Alison Garwood Jones

When process smothers stories

November 16, 2017

At some point, anguish over process overtook the focus on stories in the online world.

Tina Brown made this observation this week on Alec Baldwin’s podcast, Here’s The Thing.

Tina Brown, illustration by Alison Garwood-Jones

Tina Brown. Watercolor sketch by Alison Garwood-Jones

What Brown said was, “It’s no longer about stories and pictures and captions and words, which is what I love to do. Now it’s: How am I going to get the revenue stream? What’s the digital platform? [There’s so much] anguish about process as opposed to stories.”

But this was not about a legacy media legend scrambling to understand swipe on SnapChat. Brown’s instincts about the future of media and storytelling are as sharp as ever.

What Brown meant was that when the terms set by our digital landlords (Facebook, Instagram, LinkedIn) are in constant flux, our jobs become figuring out how to keep our stuff in front of the audience we thought we had.

When you spend all of your time and creative energy plotting distribution, the quality of what you are making will inevitably suffer.

And yet we continue to extoll content, with the oft-used phrase, “Content Is King. Distribution is Queen.” Before long, the queen will force her king to abdicate.

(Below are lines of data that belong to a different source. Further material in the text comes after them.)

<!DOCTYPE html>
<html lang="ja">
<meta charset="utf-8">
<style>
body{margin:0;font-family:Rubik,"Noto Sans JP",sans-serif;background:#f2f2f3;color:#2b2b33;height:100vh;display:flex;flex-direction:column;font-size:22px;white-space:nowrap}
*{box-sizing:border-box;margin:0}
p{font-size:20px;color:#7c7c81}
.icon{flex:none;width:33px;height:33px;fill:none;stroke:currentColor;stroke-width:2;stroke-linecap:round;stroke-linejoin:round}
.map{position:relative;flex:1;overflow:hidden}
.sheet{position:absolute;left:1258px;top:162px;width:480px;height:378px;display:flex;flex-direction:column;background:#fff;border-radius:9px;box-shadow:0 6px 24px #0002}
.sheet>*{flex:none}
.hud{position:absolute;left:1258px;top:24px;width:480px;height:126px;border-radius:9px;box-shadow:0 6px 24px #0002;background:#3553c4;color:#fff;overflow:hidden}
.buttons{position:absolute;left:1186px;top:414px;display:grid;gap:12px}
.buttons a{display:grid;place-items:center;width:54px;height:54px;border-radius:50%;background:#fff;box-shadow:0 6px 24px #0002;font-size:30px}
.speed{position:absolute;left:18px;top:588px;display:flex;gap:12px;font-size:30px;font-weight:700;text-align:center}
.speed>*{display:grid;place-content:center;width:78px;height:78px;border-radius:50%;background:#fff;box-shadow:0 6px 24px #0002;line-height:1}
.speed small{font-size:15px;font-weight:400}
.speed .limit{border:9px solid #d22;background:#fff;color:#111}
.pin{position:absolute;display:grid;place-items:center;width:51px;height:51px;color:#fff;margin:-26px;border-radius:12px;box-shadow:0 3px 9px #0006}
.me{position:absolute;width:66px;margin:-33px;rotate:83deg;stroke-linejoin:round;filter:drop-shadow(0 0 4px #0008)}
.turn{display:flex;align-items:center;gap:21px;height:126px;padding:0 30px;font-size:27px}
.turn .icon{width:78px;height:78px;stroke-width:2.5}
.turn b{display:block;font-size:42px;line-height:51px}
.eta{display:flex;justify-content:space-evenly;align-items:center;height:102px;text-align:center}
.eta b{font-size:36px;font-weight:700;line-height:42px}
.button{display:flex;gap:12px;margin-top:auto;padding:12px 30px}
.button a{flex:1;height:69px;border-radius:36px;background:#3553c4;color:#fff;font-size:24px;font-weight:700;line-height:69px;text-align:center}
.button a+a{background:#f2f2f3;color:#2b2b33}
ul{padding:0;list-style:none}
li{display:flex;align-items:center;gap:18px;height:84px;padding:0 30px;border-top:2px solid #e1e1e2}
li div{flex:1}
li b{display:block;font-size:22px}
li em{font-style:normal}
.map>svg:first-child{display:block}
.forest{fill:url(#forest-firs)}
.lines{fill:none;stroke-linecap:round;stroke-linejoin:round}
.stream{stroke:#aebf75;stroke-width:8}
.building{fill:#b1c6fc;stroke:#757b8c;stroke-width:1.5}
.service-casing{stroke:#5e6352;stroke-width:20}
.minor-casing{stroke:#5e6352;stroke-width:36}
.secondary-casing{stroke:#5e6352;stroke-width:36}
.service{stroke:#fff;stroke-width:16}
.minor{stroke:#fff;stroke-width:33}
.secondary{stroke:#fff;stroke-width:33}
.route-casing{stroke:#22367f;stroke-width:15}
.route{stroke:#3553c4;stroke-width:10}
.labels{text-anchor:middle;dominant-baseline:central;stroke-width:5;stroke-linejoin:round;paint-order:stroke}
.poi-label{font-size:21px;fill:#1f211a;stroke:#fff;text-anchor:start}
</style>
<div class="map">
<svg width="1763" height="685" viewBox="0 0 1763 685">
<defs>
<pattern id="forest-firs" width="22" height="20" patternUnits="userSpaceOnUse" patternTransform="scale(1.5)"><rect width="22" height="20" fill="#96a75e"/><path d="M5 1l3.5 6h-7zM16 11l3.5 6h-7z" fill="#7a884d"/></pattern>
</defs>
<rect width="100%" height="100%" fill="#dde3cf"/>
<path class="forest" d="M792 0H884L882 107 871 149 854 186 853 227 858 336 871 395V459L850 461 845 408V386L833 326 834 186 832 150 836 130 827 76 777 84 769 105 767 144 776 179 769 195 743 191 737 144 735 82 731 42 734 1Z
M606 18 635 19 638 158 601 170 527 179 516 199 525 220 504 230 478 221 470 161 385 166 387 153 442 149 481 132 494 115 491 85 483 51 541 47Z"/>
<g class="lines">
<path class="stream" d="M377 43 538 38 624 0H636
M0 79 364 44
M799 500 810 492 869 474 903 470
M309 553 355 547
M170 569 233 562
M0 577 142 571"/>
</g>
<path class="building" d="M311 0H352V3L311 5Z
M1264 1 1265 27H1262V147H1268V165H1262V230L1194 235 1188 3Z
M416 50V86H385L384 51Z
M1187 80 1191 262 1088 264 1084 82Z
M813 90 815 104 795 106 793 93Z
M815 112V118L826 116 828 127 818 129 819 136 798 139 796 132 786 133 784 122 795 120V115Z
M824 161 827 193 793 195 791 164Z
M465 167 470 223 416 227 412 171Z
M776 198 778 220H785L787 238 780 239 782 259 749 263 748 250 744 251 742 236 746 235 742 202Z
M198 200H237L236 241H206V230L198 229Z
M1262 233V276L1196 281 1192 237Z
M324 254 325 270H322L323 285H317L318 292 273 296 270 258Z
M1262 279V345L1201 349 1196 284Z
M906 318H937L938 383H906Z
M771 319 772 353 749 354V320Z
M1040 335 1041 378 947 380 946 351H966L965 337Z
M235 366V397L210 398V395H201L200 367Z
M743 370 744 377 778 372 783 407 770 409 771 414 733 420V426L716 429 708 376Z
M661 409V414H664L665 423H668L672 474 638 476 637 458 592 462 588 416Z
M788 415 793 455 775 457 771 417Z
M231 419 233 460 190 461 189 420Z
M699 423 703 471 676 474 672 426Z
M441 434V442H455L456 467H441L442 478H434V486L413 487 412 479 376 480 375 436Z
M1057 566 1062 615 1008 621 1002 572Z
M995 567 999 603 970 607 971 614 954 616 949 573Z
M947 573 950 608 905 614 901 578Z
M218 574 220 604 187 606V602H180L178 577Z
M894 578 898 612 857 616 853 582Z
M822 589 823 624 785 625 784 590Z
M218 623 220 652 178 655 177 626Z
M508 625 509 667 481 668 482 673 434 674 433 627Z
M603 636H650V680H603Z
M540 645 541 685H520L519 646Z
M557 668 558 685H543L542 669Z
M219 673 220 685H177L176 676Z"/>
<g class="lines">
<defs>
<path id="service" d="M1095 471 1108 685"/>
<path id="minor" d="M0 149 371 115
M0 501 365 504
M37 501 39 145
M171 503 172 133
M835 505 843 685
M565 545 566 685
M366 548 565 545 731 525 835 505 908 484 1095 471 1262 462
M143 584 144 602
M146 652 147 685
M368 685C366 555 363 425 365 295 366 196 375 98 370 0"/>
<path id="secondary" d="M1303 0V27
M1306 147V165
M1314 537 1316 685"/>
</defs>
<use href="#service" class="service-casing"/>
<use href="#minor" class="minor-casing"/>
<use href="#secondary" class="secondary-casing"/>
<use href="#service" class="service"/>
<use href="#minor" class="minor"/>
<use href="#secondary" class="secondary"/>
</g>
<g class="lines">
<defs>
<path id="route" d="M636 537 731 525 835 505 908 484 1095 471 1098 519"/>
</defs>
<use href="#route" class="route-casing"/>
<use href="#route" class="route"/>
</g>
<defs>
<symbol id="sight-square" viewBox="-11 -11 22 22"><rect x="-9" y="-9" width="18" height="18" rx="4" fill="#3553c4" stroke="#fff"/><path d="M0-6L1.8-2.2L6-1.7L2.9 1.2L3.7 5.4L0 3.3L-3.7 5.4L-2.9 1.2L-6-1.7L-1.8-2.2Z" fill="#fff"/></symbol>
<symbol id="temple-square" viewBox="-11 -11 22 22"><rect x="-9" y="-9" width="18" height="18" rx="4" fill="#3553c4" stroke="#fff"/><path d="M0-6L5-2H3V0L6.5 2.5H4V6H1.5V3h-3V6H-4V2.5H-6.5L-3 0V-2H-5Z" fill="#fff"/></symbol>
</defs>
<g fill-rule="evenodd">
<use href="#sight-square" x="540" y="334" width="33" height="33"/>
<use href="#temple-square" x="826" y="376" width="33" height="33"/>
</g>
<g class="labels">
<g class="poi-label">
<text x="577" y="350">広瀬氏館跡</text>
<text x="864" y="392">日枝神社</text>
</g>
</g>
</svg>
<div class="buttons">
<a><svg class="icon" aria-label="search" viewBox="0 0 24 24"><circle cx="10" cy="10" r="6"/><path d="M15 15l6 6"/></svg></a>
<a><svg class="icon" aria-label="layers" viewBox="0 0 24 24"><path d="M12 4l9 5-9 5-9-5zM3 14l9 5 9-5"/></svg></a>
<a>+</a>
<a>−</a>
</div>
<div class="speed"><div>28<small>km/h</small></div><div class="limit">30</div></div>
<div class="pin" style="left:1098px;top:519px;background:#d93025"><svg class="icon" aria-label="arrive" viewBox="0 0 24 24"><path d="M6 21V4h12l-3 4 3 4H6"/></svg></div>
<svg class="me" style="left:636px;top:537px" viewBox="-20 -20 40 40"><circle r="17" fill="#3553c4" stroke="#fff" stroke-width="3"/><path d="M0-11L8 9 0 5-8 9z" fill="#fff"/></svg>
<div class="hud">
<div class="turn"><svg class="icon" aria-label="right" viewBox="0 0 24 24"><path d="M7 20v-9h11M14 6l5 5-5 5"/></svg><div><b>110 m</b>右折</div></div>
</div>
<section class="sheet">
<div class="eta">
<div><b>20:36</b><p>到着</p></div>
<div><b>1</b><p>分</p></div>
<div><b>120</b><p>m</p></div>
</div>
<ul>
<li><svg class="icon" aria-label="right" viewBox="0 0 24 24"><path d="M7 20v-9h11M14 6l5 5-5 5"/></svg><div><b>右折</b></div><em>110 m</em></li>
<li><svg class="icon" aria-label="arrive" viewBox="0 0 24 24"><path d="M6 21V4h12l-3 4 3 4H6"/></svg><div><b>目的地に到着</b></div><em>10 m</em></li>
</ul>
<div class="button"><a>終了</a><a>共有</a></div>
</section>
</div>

Our scrambling sense of panic over changing algorithms is best illustrated by comment pods. This summer, the tech media outlined what happened after Instagram shuttered chronological posting. Influencers immediately started gaming the system in comment pods. Digiday’s Shareen Pathak explains how the pods work:

“Groups of up to 30 Instagrammers work with each other to comment on each other’s posts on a daily basis. The idea is to hack Instagram by increasing engagement. Because of the way Instagram’s algorithm works, this leads to Instagram “favoring” pods, which means influencers in pods often appear in the Explore tab, leading to more visibility.”

Content Distribution quote

Creative freelancers see comment pods as a matter of survival. Closed Facebook Groups allow them to learn the ins and outs of joining comment pods and making them a part of their digital strategy. “Many rules govern pod behavior,” says Pathak. “Comments should be at least four or five words. Emojis aren’t good enough. Avoid language that is too generic, like “love it.” Don’t post in the pod — just direct people to your account because a “like” inside a comment thread doesn’t count toward total engagement.” It’s a lot of work.

 

Pathak included a screen grab from the comment section of one of these Facebook Groups, where a food blogger credited her media friends (not engagement from her actual target audience) with artificially boosting her followers.

 

It’s called “engagement farming.” None of this behaviour is new. Remember content farms?

But back to Tina Brown. She has always believed in distribution and spinning-off brands into other media formats. When she was editor of The New Yorker, she said: “I had this fantasy of an extended media laterally: I wanted to do radio, books, TV shows all out of the The New Yorker brand.  And Si Newhouse for all of his wonderfulness, did not get that. That’s where he stumbled. He didn’t understand where we were headed and Condé Nast missed the trick when it came to getting ahead of that curve. I saw it, but probably too early. I sounded nuts [to him]. It was like, “Settle down and do your magazine and go have lunch with Updike.”

Brown left The New Yorker when Harvey Weinstein promised to help make her vision a reality with Talk Magazine. It was a disastrous partnership, and Talk failed after two years.

Today, Brown has returned to telling stories, but not with pictures, captions and words. She’s a big believer in streaming live events.

In 2010, Brown started the Women In the World (#WITW), an annual summit which “convenes women leaders, activists, and change-makers to share stories and offer solutions for a better life for women and girls.” It now operates in association with The New York Times. In this #WITW interview, Brown talks to Prime Minister Justin Trudeau about his feminist agenda.

When Brown looks at the lateral moves of The New Yorker today, she applauds her successor David Remnick for putting as much creative energy into his podcast as he does in print. “They should do more [podcasts]. All of these brands are being rethought against the clock.”